Minneapolis Mayor R.T. Rybak pointed to the troubles others states such as Ohio and Florida were having with voter suppression efforts and said he is proud of the choice Minnesotans made.
"Here in Minnesota, thank God we're better than that," said Rybak.
Rybak praised a coordinated effort of many forces including Take Action Minnesota, AAPR, the League of Women Voters and elected officials such as Rep. Keith Ellison for helping to defeat the measure.
Ellison, who handily defeated his House challenger, Republican, Chris Fields, said a strong ground game was able to defeat the proposed amendment despite initial polls showing 80 percent support for the measure.
"We proved that if you do the right thing regardless of what polls say that democracy would prevail," said Ellison. "We didn't care that at the start of this the polls said this (measure) would pass by 80 percent. When the polls started moving in our favor, we didn't coast – we ran faster. We knew this was important because the people we were fighting for were the people who are on the margins of society."
Civil rights pioneer, Dr. Josie Johnson said working to defeat voter ID in the state was something she had to do.
"It made me terribly disappointed and angry – and I try not to entertain the emotion of anger – but it made me angry that a group of people, for selfish reasons, would try to take away the rights that many people I know died for and sacrificed so much for," said Johnson. "This (proposed) amendment would have put us in the category of Mississippi in 1964."
In another stunning defeat, the proposed amendment to ban gay marriage fell by just over 100,000 votes. No votes received a little more than 1.5 million votes as opposed to just fewer than 1.4 million in favor of the ban. In 30 states prior, similar ballot questions were approved by voters, thus making the Minnesota defeat all the more shocking. Though the measure was defeated, marriage in the state is still defined as between a man and a woman, but the door is now open for court challenges to that definition.
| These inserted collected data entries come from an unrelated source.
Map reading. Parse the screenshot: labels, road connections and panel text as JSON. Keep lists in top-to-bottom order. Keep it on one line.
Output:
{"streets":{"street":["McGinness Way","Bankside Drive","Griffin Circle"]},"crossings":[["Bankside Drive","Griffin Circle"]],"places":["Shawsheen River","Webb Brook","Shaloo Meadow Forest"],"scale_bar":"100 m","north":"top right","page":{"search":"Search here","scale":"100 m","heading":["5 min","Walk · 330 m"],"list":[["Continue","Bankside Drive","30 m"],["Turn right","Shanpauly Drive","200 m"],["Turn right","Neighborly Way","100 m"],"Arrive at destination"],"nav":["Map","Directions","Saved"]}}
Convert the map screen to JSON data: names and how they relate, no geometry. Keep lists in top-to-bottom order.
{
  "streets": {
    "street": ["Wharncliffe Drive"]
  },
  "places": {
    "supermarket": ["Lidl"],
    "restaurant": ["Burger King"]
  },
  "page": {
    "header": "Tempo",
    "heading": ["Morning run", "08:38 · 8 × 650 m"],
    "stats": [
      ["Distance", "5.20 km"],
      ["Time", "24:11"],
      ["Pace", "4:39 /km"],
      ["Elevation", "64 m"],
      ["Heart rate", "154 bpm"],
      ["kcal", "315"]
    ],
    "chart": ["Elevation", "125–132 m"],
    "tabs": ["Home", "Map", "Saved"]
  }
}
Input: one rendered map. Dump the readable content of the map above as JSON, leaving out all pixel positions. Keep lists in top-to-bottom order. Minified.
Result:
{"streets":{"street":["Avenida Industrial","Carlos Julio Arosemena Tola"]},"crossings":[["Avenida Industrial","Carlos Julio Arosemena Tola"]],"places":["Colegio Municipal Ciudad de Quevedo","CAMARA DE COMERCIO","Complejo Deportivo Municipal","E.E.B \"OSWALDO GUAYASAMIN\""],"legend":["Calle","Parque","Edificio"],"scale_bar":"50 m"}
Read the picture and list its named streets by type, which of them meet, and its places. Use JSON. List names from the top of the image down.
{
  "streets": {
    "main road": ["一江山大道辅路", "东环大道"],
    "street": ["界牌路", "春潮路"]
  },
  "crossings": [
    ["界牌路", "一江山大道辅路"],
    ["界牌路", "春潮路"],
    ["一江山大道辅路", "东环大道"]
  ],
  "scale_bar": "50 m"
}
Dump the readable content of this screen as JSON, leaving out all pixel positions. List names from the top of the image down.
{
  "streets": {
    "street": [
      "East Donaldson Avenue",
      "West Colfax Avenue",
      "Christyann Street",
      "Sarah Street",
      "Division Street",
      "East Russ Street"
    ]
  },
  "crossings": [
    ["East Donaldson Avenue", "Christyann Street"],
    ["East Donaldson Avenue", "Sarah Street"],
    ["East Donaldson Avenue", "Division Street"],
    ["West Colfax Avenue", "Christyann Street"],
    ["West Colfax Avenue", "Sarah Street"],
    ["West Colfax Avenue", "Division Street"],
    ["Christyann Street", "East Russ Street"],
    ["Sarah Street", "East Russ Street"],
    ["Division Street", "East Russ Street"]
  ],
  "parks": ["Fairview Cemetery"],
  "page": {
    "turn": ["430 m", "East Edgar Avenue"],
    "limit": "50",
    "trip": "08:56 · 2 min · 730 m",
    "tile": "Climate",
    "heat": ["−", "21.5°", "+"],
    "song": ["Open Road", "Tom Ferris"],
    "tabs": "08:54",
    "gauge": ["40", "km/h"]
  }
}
Other state and local races
Sen. Amy Klobuchar easily won re-election besting her closest challenger by almost a million votes. In a surprisingly close vote, Tea Party darling, Rep. Michele Bachmann escaped being ousted by her DFL challenger, Jim Graves. Bachmann won by just 4,207 votes or 50.45 percent to 49.27 percent. As mentioned earlier, Ellison defeated Fields to retain his seat in the U.S. House of Representatives. Ellison bested fields by a three to one margin, 257,295 to 88,040.
As expected, Bobby Joe Champion easily defeated his Republican challenger, Jim Lilly, for Minnesota State Senate capturing 82 percent of the vote. The same was true for Sen. Jeff Hayden, who beat his challenger, Eric Blair by capturing more than 86 percent of the vote.
In St. Paul, State Rep. Rena Moran ran away with her re-election bid, besting her opponent 13,263 to just 2,387 for Republican challenger Daniel Lipp.
Champion, Hayden and Moran are the only African-Americans serving in the Minnesota State Legislature.
Tori Hill, an African-American seeking to unseat Republican Jennifer Toon in the State House in Dist. 48B came short in her bid, losing 12,787 to 8,891.
In the special election for Hennepin County Commissioner, Dist. 2, Linda Higgins defeated Blong Yang.
On the Minneapolis School Board, Carla Bates was elected over Doug Mann as Member at Large.
In Minnesota, Obama defeated Romney 1,543,102 to 1,321,154.